Task brief: Pictures stay out of the copy. Repeat exactly the lines from the first entry below through the line that contains "position:absolute; left:14px; top:1082px;", and nothing beyond.

Stored data:

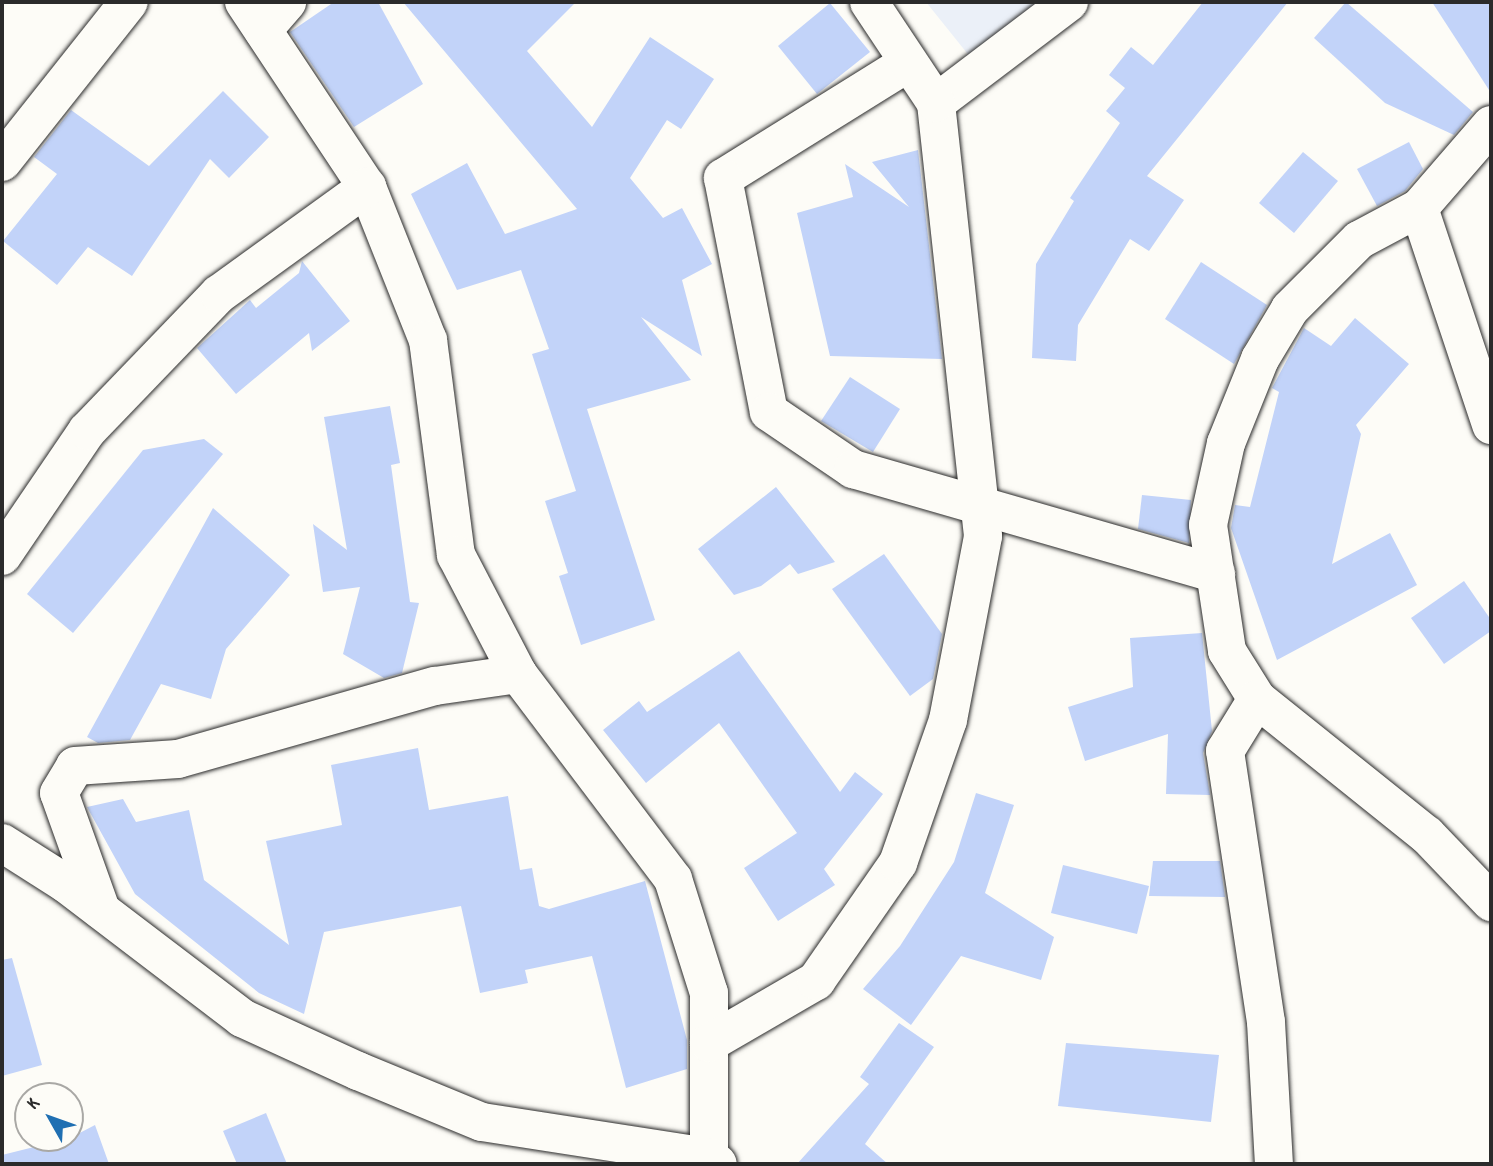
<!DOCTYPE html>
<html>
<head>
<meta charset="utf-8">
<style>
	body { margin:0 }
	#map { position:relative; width:1493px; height:1166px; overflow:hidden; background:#fdfcf7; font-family:Dekko,sans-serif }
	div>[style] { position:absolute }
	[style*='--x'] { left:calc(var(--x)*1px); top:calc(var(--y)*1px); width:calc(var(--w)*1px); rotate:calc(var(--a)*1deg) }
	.built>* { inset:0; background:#ebf0f8 }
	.building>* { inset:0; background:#c2d3f9 }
	.roads { filter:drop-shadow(0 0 2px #2b2b2b) drop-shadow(0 0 2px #2b2b2b) }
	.minor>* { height:38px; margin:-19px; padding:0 19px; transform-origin:19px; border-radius:19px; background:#fdfcf7 }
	span { translate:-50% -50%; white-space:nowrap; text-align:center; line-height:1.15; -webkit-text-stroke:7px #fdfcf7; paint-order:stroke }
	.frame { position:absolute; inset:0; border:4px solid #2b2b2b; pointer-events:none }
	.north { position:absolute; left:14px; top:1082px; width:70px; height:70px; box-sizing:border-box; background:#fdfcf7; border:2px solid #a9a8a5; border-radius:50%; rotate:310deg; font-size:19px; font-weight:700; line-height:28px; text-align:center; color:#2b2b2b }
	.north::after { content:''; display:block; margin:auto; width:24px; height:32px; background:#1f6fb2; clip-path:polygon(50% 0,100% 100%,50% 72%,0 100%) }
</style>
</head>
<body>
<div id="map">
	<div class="built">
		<i style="clip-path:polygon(926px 2px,1042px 2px,987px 78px)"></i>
	</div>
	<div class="building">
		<i style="clip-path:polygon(334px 2px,378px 2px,423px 84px,354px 127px,290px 32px)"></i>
		<i style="clip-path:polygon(403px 2px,576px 2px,527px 51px,592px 127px,650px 37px,714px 79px,681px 129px,667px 120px,630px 178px,663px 218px,682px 208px,712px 264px,682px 280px,702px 356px,641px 317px,691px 380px,587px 409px,655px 620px,581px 645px,559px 576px,568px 573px,545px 501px,576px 491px,532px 354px,549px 349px,521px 270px,457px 290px,411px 194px,467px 163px,505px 234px,577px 209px)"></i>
		<i style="clip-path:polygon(1203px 2px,1288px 2px,1147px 176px,1184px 200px,1149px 251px,1130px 239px,1078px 325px,1076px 361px,1032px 358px,1036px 264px,1074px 201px,1070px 198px,1120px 123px,1106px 111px,1125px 88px,1109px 75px,1131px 47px,1153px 65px)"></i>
		<i style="clip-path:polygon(1346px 2px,1473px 112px,1454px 135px,1385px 103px,1314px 38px)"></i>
		<i style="clip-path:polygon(1432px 2px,1491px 2px,1491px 93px)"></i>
		<i style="clip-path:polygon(830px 3px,870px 52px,817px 94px,778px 46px)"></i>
		<i style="clip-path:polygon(223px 91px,269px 137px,229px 178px,210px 159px,132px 276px,88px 247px,57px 285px,3px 241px,57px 174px,34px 157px,71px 110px,149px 166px)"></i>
		<i style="clip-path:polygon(1409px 142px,1423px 169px,1405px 191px,1377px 206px,1357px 169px)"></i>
		<i style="clip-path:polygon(918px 150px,942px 359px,830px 356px,797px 213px,853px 197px,845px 164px,909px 207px,872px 162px)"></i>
		<i style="clip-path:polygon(1303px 152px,1338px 181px,1294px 233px,1259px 203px)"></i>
		<i style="clip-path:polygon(302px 261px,350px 321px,312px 351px,309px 333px,236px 394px,197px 348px,250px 300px,256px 308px,299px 273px)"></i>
		<i style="clip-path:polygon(1201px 262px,1267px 305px,1234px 364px,1165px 319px)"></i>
		<i style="clip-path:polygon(1355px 318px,1409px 364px,1356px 425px,1361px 434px,1332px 564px,1390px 533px,1417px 585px,1277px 660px,1231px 528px,1235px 505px,1250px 507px,1279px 392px,1272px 388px,1304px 328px,1331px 346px)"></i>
		<i style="clip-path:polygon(850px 377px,900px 409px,873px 452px,821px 421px)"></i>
		<i style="clip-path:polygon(390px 406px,400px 463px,391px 465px,410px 602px,419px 603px,402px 673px,384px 678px,343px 654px,360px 587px,323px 592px,313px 524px,347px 550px,324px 417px)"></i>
		<i style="clip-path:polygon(204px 439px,223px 454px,73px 633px,27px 594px,143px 450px)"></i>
		<i style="clip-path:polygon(776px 487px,835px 562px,798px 574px,790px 564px,761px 586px,734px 595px,698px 549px)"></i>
		<i style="clip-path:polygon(1142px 495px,1191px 500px,1189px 543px,1138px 529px)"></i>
		<i style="clip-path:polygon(213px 508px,290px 575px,226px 649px,211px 699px,161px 684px,130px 740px,98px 743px,87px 737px)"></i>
		<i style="clip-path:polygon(884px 554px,942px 634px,933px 679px,910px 696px,832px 589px)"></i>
		<i style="clip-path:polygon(1464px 581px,1491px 620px,1491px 631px,1444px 664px,1411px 618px)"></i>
		<i style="clip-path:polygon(1202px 633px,1212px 731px,1203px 753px,1210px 795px,1166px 794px,1168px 734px,1085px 761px,1068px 707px,1133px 687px,1130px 638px)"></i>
		<i style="clip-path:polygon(739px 651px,840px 792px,855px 772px,883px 794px,824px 869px,835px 885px,778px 921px,744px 868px,797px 833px,719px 723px,646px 783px,603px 730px,639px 701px,647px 712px)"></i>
		<i style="clip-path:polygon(418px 748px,429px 810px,508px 796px,520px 870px,532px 868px,539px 906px,549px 909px,645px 881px,687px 1040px,687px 1069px,626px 1088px,592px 956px,525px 970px,528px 983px,480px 993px,461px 906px,324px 932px,304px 1014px,259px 993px,135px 894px,87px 807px,123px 799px,136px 822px,189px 810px,204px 880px,289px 945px,266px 841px,342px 825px,331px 765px)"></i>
		<i style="clip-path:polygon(976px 793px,1014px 805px,985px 893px,1054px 937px,1041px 980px,961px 956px,911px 1025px,863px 989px,900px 946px,954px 862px)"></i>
		<i style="clip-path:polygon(1153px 861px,1220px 861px,1225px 897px,1149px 896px)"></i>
		<i style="clip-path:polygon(1063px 865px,1149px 886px,1137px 934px,1051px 913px)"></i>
		<i style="clip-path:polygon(12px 958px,42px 1065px,2px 1076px,2px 960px)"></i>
		<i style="clip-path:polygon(899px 1023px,934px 1047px,865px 1144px,888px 1164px,797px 1164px,869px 1084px,860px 1077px)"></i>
		<i style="clip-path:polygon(1066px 1043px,1219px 1055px,1211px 1122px,1058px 1106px)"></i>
		<i style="clip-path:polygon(266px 1113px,287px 1164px,237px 1164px,223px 1131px)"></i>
		<i style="clip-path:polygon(95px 1125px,109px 1164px,2px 1164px,2px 1155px,70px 1138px)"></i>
	</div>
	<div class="roads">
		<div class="minor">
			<i style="--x:244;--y:2;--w:222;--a:56.4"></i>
			<i style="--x:367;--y:187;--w:165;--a:68.3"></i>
			<i style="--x:428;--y:340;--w:217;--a:82.6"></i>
			<i style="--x:456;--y:555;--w:134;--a:62.5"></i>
			<i style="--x:518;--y:674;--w:257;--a:52.9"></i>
			<i style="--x:673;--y:879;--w:120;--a:72.5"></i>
			<i style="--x:709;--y:993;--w:164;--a:90"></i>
			<i style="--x:263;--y:30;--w:37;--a:-49"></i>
			<i style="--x:908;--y:63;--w:218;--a:148.1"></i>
			<i style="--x:723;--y:178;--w:238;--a:78.9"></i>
			<i style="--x:769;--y:412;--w:102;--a:34.2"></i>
			<i style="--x:853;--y:469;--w:378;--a:16.1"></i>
			<i style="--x:936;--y:103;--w:167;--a:-37.2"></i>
			<i style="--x:1491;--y:125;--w:110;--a:130.9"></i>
			<i style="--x:1419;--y:208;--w:68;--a:151.9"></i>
			<i style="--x:1359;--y:240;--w:98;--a:135"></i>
			<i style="--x:1290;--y:309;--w:58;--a:121"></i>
			<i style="--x:1260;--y:359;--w:91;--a:112"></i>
			<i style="--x:1226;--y:443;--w:84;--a:102.4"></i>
			<i style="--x:1208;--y:525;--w:127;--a:81.4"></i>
			<i style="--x:1227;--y:651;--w:57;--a:58"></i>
			<i style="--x:1257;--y:699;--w:218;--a:38.7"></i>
			<i style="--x:1427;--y:835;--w:93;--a:46.3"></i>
			<i style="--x:2;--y:162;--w:204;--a:-51.6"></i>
			<i style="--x:1419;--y:208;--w:229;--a:71.6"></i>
			<i style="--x:2;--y:556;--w:151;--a:-55.8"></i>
			<i style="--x:87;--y:431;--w:190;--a:-46.1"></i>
			<i style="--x:219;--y:294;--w:183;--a:-35.9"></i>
			<i style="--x:1257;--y:699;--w:61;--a:121.6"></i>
			<i style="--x:1225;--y:751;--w:274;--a:81.4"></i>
			<i style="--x:1266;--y:1022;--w:142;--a:86.8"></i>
			<i style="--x:2;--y:843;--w:75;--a:32.4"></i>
			<i style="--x:65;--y:883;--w:223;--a:37.3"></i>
			<i style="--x:242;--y:1018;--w:128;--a:24.6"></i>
			<i style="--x:358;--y:1071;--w:134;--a:22.4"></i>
			<i style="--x:482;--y:1122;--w:230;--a:8.8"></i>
			<i style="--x:709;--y:1157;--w:11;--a:38"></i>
			<i style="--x:101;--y:910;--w:124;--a:-109.7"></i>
			<i style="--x:59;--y:793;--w:31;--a:-59"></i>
			<i style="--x:75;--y:766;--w:103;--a:-3.9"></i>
			<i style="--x:178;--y:759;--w:267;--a:-15.9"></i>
			<i style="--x:435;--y:686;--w:84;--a:-8.2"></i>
			<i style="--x:709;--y:1043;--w:124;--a:-30.1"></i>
			<i style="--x:816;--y:981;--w:144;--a:-55.2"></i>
			<i style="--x:898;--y:863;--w:151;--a:-70.7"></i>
			<i style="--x:948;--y:720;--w:187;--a:-79.2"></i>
			<i style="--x:983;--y:536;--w:436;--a:-96.2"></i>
			<i style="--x:936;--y:103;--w:121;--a:-123.6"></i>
		</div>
	</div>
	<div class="frame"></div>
	<div class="north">K</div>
</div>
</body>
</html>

Exercise result:
<!DOCTYPE html>
<html>
<head>
<meta charset="utf-8">
<style>
	body { margin:0 }
	#map { position:relative; width:1493px; height:1166px; overflow:hidden; background:#fdfcf7; font-family:Dekko,sans-serif }
	div>[style] { position:absolute }
	[style*='--x'] { left:calc(var(--x)*1px); top:calc(var(--y)*1px); width:calc(var(--w)*1px); rotate:calc(var(--a)*1deg) }
	.built>* { inset:0; background:#ebf0f8 }
	.building>* { inset:0; background:#c2d3f9 }
	.roads { filter:drop-shadow(0 0 2px #2b2b2b) drop-shadow(0 0 2px #2b2b2b) }
	.minor>* { height:38px; margin:-19px; padding:0 19px; transform-origin:19px; border-radius:19px; background:#fdfcf7 }
	span { translate:-50% -50%; white-space:nowrap; text-align:center; line-height:1.15; -webkit-text-stroke:7px #fdfcf7; paint-order:stroke }
	.frame { position:absolute; inset:0; border:4px solid #2b2b2b; pointer-events:none }
	.north { position:absolute; left:14px; top:1082px; width:70px; height:70px; box-sizing:border-box; background:#fdfcf7; border:2px solid #a9a8a5; border-radius:50%; rotate:310deg; font-size:19px; font-weight:700; line-height:28px; text-align:center; color:#2b2b2b }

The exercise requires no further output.